Professor Michael Frandsen
Michael Frandsen


     Statistically speaking, Frandsen will tell you his gifts for financial analysis are pretty common among the number-crunching set. Where his story differs is in how he followed a love for numbers onto a path that zig-zagged through high-level sports coaching, corporate life and the ivory towers of academia before finding his true mission in life-teaching undergraduates at Juniata College.

     "I've always been comfortable with numbers," Frandsen recalls. "As a kid, I knew the batting averages and fielding percentages of every Cincinnati Reds player from 1970 to 1980."

     When Frandsen, who grew up in State College, Pa., began swimming competitively in at the Bellefonte YMCA, he found an outlet in which statistics and record keeping play a crucial part in tracking progress and performance. Frandsen, who was a youth YMCA state champion in the breaststroke, continued to compete all through high school.

     But college beckoned and he enrolled at Penn State. "In my first meeting with the adviser for the finance program, he told me 'Accountants report history, finance people make history,'" Frandsen says with a smile. "Of course, I chose finance."

     As an undergraduate, he kept a toe in the coaching pool, working with swimmers at the State College YMCA and at the local high school. In 1983, Frandsen accepted a coaching internship at the Nashville Aquatic Club, renowned for producing Olympic champion Tracy Caulkins. At the end of the internship, he had three job offers.

He took jobs coaching with the Colorado Rapids, a Denver-based swim club, and the Knoxville, Tenn. YMCA team. "I made $12,000 coaching, about half of what I would have made in a finance job," Frandsen says.

     By 1985, Frandsen returned to State College, ostensibly to start his corporate career as a financial management trainee at HRB Systems Inc., but really to be close to Sharon Thompson, who was living in State College. The couple has been married 15 years and have two daughters Janie, 11, and Kate, 8. While working for HRB, he earned his M.B.A. from Penn State in 1990. "After my MBA I started to coach again and I realized that coaching had been the most rewarding work I had done," Frandsen says.

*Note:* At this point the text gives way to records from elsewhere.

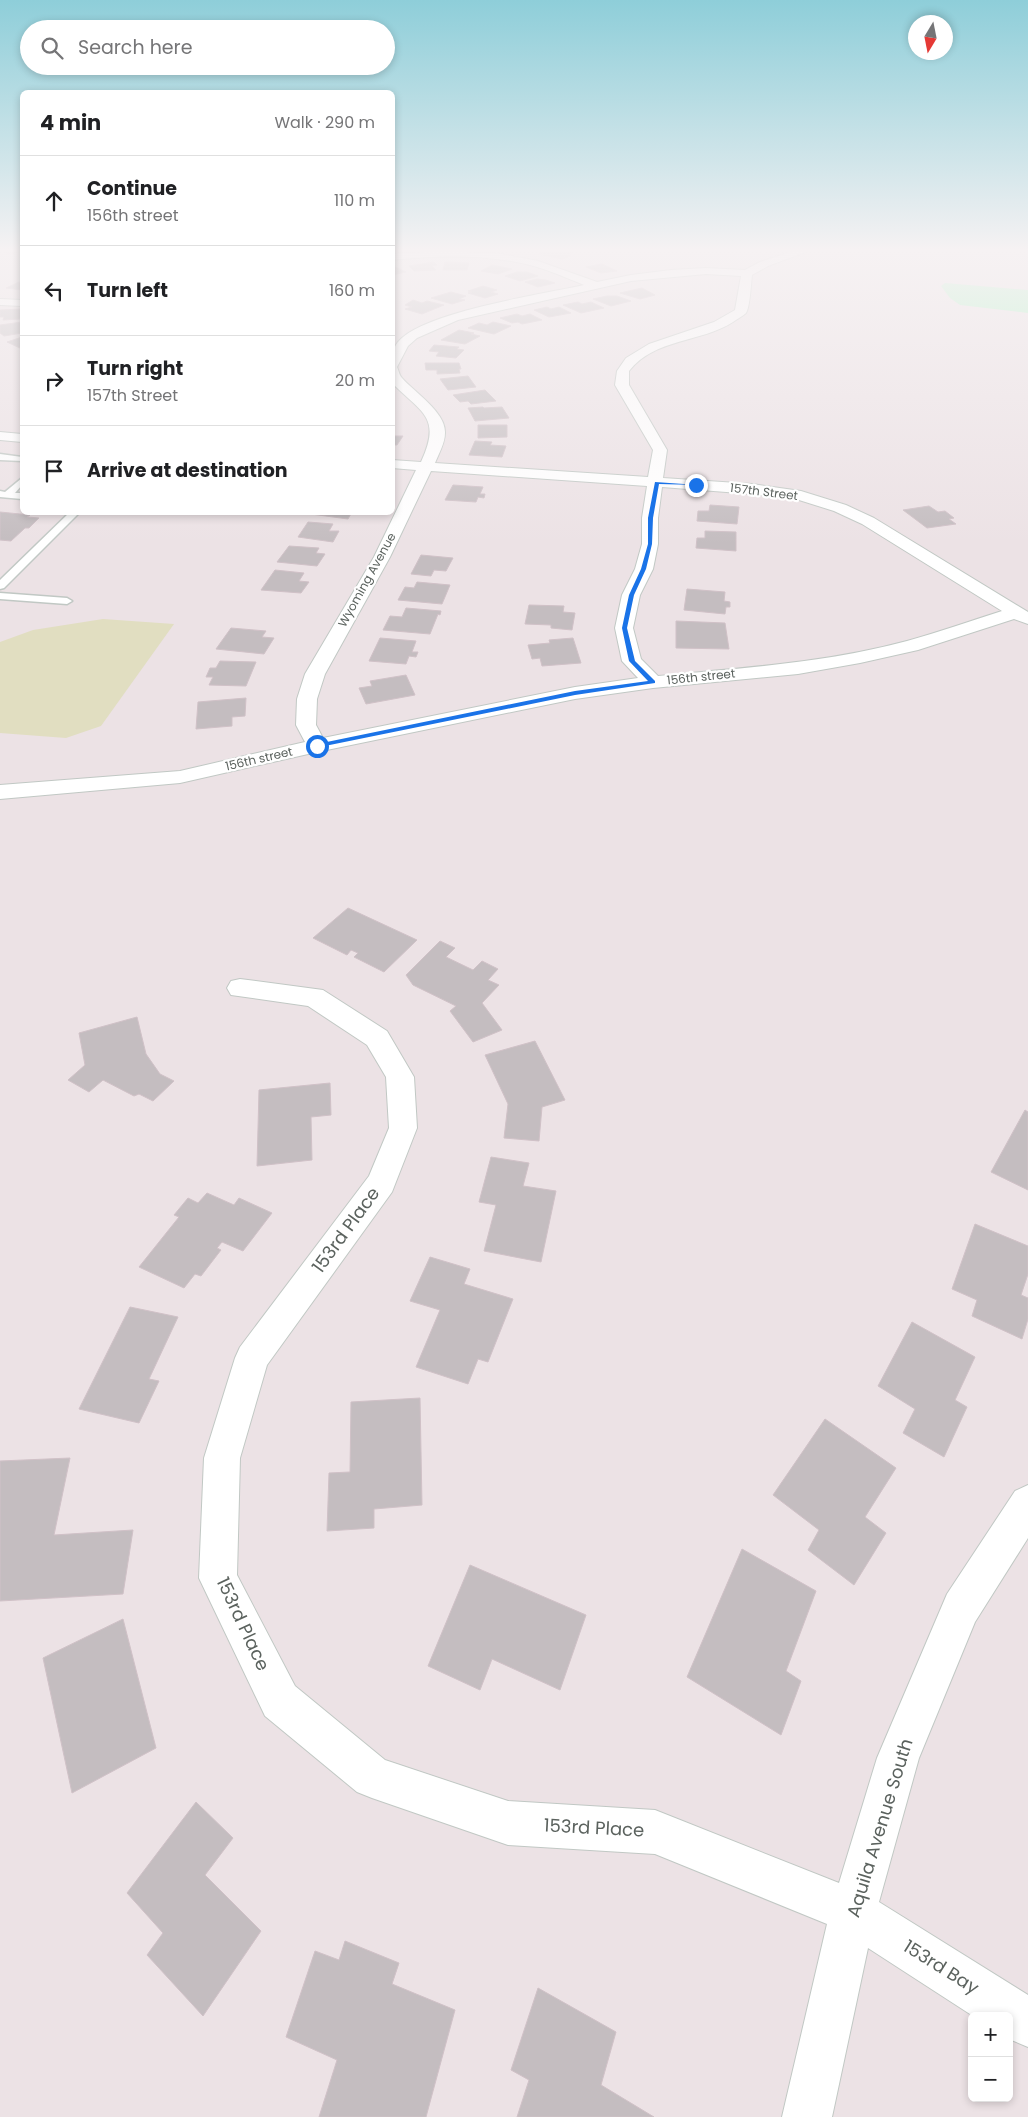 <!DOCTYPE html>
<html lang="en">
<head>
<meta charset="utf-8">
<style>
	body { margin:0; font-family:Poppins,sans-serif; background:#f2f2f2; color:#202124 }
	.controls { position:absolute; right:15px; bottom:15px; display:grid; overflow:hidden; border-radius:8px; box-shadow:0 2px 8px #0003 }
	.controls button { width:45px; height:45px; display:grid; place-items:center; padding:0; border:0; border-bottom:1px solid #e0e0e0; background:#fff; color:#202124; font:25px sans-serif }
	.compass { position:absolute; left:908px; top:15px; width:45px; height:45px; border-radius:50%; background:#fff; box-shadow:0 2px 8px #0003; rotate:190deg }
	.stop { position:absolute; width:15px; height:15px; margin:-11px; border:4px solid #1a73e8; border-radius:50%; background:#fff }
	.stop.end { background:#1a73e8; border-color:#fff; box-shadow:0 1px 5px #0008 }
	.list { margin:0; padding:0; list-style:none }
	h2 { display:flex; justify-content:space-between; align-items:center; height:65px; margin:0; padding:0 20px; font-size:21px }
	h2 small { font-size:16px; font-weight:400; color:#757577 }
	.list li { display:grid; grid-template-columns:32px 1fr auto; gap:15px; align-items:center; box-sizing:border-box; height:90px; padding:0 20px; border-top:1px solid #e0e0e0 }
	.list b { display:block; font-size:19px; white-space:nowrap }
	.list p { margin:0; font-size:16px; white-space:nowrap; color:#757577 }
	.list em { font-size:16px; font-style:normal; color:#757577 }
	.icon { flex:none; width:28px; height:28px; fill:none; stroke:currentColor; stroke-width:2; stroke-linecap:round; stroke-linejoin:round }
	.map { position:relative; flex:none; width:1028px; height:2117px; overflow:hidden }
	.search { position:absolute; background:#fff; box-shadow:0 2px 8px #0003; left:20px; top:20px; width:375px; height:55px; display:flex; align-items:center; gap:12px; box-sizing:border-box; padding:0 18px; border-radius:28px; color:#757577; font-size:19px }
	.panel { position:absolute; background:#fff; box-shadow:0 2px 8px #0003; left:20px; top:90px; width:375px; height:425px; border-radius:8px }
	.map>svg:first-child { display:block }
</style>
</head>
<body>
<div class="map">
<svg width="1028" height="2117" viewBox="0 0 1028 2117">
	<rect width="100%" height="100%" fill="#ece2e5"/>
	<path fill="#e1dec1" d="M103 619 174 624 101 726 66 738 0 733V642L33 630Z"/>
	<path fill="#a8f6c2" d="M945 283 1028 290V313L960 305 950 298 941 286Z"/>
	<path fill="#c4bdc0" stroke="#d0c1c7" d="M12 249 21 252 9 254 1 251Z
		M551 249 572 253 567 255 571 256 562 259 538 254Z
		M434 262 437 265 432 266 436 270 414 271 409 266Z
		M445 262 469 263 467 270H443Z
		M602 264 617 271 601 273 586 267Z
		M492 265 512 269 498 274 481 271Z
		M392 266H393L406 272 392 275Z
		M517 272H527L538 276 520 281 505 276Z
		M537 279 546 280 555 283 538 287 525 282Z
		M19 282 22 283V290L6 288Z
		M483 286 497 290 491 292 498 294 485 298 468 293 472 292 468 291Z
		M642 288 655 295 640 299 620 293Z
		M451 292 466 296 459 299 465 300 452 304 431 298Z
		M607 296H617L631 301 611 306 593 299Z
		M413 300 422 303 427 301 444 305 422 314 405 309 412 307 405 305Z
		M578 302 582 304 591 302 604 308 581 313 563 305Z
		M547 307 551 309 559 307 571 313 549 317 534 310Z
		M22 309 20 319 3 320 4 317H0V310Z
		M517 314 522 316 530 314 542 320 522 324 518 322 512 323 500 318Z
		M22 322V333L4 336 0 333V325Z
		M493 322 511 326 494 334 468 328 479 323 487 325Z
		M459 330 474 333 471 334 480 336 465 344 441 340Z
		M22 337V349L7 342Z
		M434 345 459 347 457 349 464 350 456 358 436 356 439 352 429 351Z
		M425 363H459L461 369H459L460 373 437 374V370H426Z
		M468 376 476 387 448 390 440 379Z
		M485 390 496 401 471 404 468 401 460 402 453 395Z
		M483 407 484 408 502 407 509 418 475 421 468 408Z
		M478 425H507V437L478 438Z
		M392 436H403L397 445H392Z
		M475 441 492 442 490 445 506 446 502 457 469 455Z
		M453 485 483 487 480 494H485L484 498 478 497 476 502 445 500Z
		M710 505 739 507 737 524 697 521 698 511H709Z
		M929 506 938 512 945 511 954 518 949 519 956 524 927 528 903 510Z
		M0 512 30 515 27 517 39 518 29 528H25L11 541 0 540Z
		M312 512H352L348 519 311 514Z
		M308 522 333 524 329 531H339L333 542 298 537Z
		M705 531 736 532V551L696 548 697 538H705Z
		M289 546 319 548 316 553 325 554 317 566 277 562Z
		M421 555 453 558 446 571 434 570 431 576 411 574Z
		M275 570 304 573 299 581 309 582 301 593 261 590Z
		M417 582 450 585 442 604 398 600 405 587 414 588Z
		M687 589 725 592 724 601 730 602V607H726L725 614 684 610Z
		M529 605 564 606 563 612 575 613 572 630 551 628V625L525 624Z
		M406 608 441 611 440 615 438 614 430 634 383 630 390 616 402 617Z
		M676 621 725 623 729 649 676 648Z
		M231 628 266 631 262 637 274 638 264 654 216 649Z
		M380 638 416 641 412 652H418L416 657 409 656 406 664 369 661Z
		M573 638 581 663 542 666 540 658 532 659 528 645 550 643 549 640Z
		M220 661 256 662 246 686 209 685 213 677H206L210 668H216Z
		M406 675 415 695 366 704 359 688 372 686 370 681Z
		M246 698 245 716 232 717V726L196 729 198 702Z
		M348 908 417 940 384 972 354 957 358 953 351 950 347 955 313 938Z
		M440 941 455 948 446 957 473 970 482 961 498 969 488 980 499 985 482 1003 502 1030 473 1042 450 1011 456 1006 413 985 406 975Z
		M137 1017 146 1054 160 1074 174 1081 153 1101 139 1094 134 1096 103 1080 89 1092 68 1080 85 1065 79 1033Z
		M535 1041 565 1100 542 1107 539 1141 504 1138 508 1104 485 1055Z
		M330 1083 331 1115 311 1117 312 1160 257 1166 259 1090Z
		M1025 1110 1028 1112V1190L991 1172Z
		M491 1157 529 1163 523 1186 556 1191 541 1262 484 1251 496 1205 479 1202Z
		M207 1193 234 1205 239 1198 272 1213 243 1251 222 1242 217 1248 221 1250 201 1276 195 1274 184 1288 139 1267 179 1217 174 1215 188 1198 198 1203Z
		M975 1224 1028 1246V1274L1021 1295 1028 1298V1319L1022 1339 972 1316 977 1300 952 1289Z
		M430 1257 470 1269 464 1284 513 1299 488 1362 478 1359 468 1384 416 1367 440 1310 410 1301Z
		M130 1307 178 1317 149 1379 159 1381 139 1423 79 1409Z
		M912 1322 975 1357 955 1400 967 1407 944 1457 903 1433 915 1409 878 1386Z
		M420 1398 422 1505 374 1509V1528L327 1531 329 1473 350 1472 351 1402Z
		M825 1419 896 1468 865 1517 886 1533 854 1585 808 1550 819 1530 773 1495Z
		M70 1458 54 1535 133 1530 123 1594 0 1601V1461Z
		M742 1549 816 1591 786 1671 801 1681 781 1735 687 1677Z
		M470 1565 586 1615 560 1690 492 1659 480 1690 428 1666Z
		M123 1619 156 1748 72 1793 43 1658Z
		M196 1802 233 1838 205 1875 261 1931 203 2016 147 1955 163 1933 127 1893Z
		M345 1941 399 1963 392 1984 455 2010 426 2117H319L337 2060 286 2037 315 1951 339 1960Z
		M538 1988 616 2032 601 2085 654 2117H517L529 2080 511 2070Z"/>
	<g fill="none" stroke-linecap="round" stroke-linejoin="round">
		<g stroke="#c1c8c4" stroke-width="3">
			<path id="service" d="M0 454 22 457V461L0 460Z
				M22 478V485L15 493H22V499L0 497V491L5 492Z
				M70 512H80L4 588 0 589V580Z
				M0 593 67 598 72 601 67 604 0 599Z"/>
		</g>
		<g stroke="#c1c8c4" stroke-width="2">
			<path id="minor" d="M802 248H816L768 266 752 275C751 283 750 307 746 313 743 316 737 319 733 322 700 343 655 338 629 371V385L667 450 663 478 752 484 801 491 846 505 874 518 1028 612V624L1014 619 918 650 860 663 798 674 653 688 575 699 317 752 180 783 0 799V785L180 771 305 742 296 725 297 699 305 674 374 557 416 470 392 468V460L421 462C442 417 422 413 392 383 392 369 389 353 398 342 422 312 544 294 584 285 567 278 549 270 530 265 486 254 437 255 392 260V254L444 251 502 254 538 261 597 282 631 275 671 270 706 268 745 270 760 262ZM706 274 741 276 735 310 714 322 649 344 626 358 617 371 615 385 653 450 648 477 435 463C439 453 445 443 445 433 446 412 414 392 402 378 399 375 399 371 397 367L408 346 417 338 458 320 631 281ZM431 471 647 486 642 518V544L635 569 622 595 615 628 622 661 638 678 575 687 323 738 316 725 317 699 325 674 390 557ZM662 487 752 494 799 500 834 511 862 524 1002 611C970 621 939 632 907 641 826 663 741 668 658 676L641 659 633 628 640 595 653 569 658 544V518Z
				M0 299 22 300V306L0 305Z
				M0 432 22 434V442L0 440Z
				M240 979 323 990 387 1031 414 1077 417 1128 392 1192 267 1365 240 1458 237 1575 295 1686 385 1760 508 1801 655 1810 839 1883 877 1758 947 1594 1015 1491 1028 1485V1538L975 1622 919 1758 879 1902 1028 1995V2047L1009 2039V2016H973L868 1948 832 2117H782L827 1924 655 1854 508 1845 372 1798 357 1792 265 1716 199 1578 204 1458 235 1358 240 1347 369 1176 389 1128 386 1077 367 1045 308 1006 231 995 227 988 231 981Z"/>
		</g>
		<use href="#service" fill="#fff" fill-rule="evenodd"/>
		<use href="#minor" fill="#fff" fill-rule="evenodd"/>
	</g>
	<linearGradient id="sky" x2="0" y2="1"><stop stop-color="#8eced9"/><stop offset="0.46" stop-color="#f6f2f3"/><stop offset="1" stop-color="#f6f2f3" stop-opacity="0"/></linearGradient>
	<rect width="1028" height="544" fill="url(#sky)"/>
	<path fill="#1a73e8" d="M655 482 698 485 659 484 653 518 652 544 646 569 634 595 627 628 635 661 655 681V683L575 695 315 748 317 744 575 691 648 681 629 661 622 628 629 595 641 569 648 544V518Z"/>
	<g text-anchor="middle" stroke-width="4.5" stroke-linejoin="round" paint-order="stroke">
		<g font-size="12" fill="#5b625e" stroke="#fff">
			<text transform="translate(764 492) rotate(7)" y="4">157th Street</text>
			<text transform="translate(367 580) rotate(-61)" y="4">Wyoming Avenue</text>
			<text transform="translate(701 677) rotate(-6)" y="4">156th street</text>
			<text transform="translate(259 759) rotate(-13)" y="4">156th street</text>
		</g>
		<g font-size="18" fill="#5b625e" stroke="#fff">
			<text transform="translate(346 1230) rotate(-54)" y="6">153rd Place</text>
			<text transform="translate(243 1624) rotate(65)" y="6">153rd Place</text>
			<text transform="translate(594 1828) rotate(3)" y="6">153rd Place</text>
			<text transform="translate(880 1828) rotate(-73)" y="6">Aquila Avenue South</text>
			<text transform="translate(941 1967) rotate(32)" y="6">153rd Bay</text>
		</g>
	</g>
</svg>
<div class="controls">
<button>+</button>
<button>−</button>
</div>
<svg class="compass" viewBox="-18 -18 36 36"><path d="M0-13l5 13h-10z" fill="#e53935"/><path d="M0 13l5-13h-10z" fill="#757577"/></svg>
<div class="stop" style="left:317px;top:746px"></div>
<div class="stop end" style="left:696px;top:485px"></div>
<div class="search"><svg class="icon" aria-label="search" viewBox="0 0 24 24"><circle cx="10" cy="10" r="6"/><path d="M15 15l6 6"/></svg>Search here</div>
<section class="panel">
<h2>4 min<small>Walk · 290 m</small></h2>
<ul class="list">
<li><svg class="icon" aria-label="ahead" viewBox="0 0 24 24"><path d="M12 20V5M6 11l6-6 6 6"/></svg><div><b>Continue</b><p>156th street</p></div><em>110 m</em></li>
<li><svg class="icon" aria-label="left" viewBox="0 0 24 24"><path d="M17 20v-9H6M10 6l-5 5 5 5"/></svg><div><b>Turn left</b></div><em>160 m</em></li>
<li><svg class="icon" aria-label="right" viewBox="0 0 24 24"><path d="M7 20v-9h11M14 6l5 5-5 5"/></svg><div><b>Turn right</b><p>157th Street</p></div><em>20 m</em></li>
<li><svg class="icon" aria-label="arrive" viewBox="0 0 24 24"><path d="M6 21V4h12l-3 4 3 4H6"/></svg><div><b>Arrive at destination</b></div></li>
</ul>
</section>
</div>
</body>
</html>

     Teaching seemed a natural application of Frandsen's skills, so he started teaching as an adjunct instructor at Penn State. Realizing that he had to have a doctoral degree to attain a faculty position, he enrolled in the doctoral program at the University of Texas, Austin. After completing the coursework for his doctorate, he became a finance manager for Nortel Networks Inc. Frandsen's real-world business experience, an asset he shares with most of the business faculty, has been directoly applicable to his teaching.

     "It a much more intense environment than I was used to," Frandsen says of his Nortel experience. "One day I was scheduled for a day conference at Southern Methodist University and stepped onto their campus and said 'This is the kind of place where I want to be.'"

     He decided to approach his advisers and ask for their support in seeking a teaching job at a small institution. Although several advisers and many faculty members at Texas advised against trying to write and research a doctorate while working as a teaching faculty member, the university gave its blessing to Frandsen to pursue a job opening at Juniata in 1999.

     "He is so incredibly organized that it's great to work with him," says Bill Thomas, assistant professor of information technology, who teaches the Innovations for Industry course with Frandsen. "He always comes up with thought-provoking questions for them to make them think harder about their decisions."

     "Our kids are good and they bring a hunger for opportunity that I didn't see in students at larger institutions," Frandsen says. "What I really wanted to do is teach at a place exactly like this."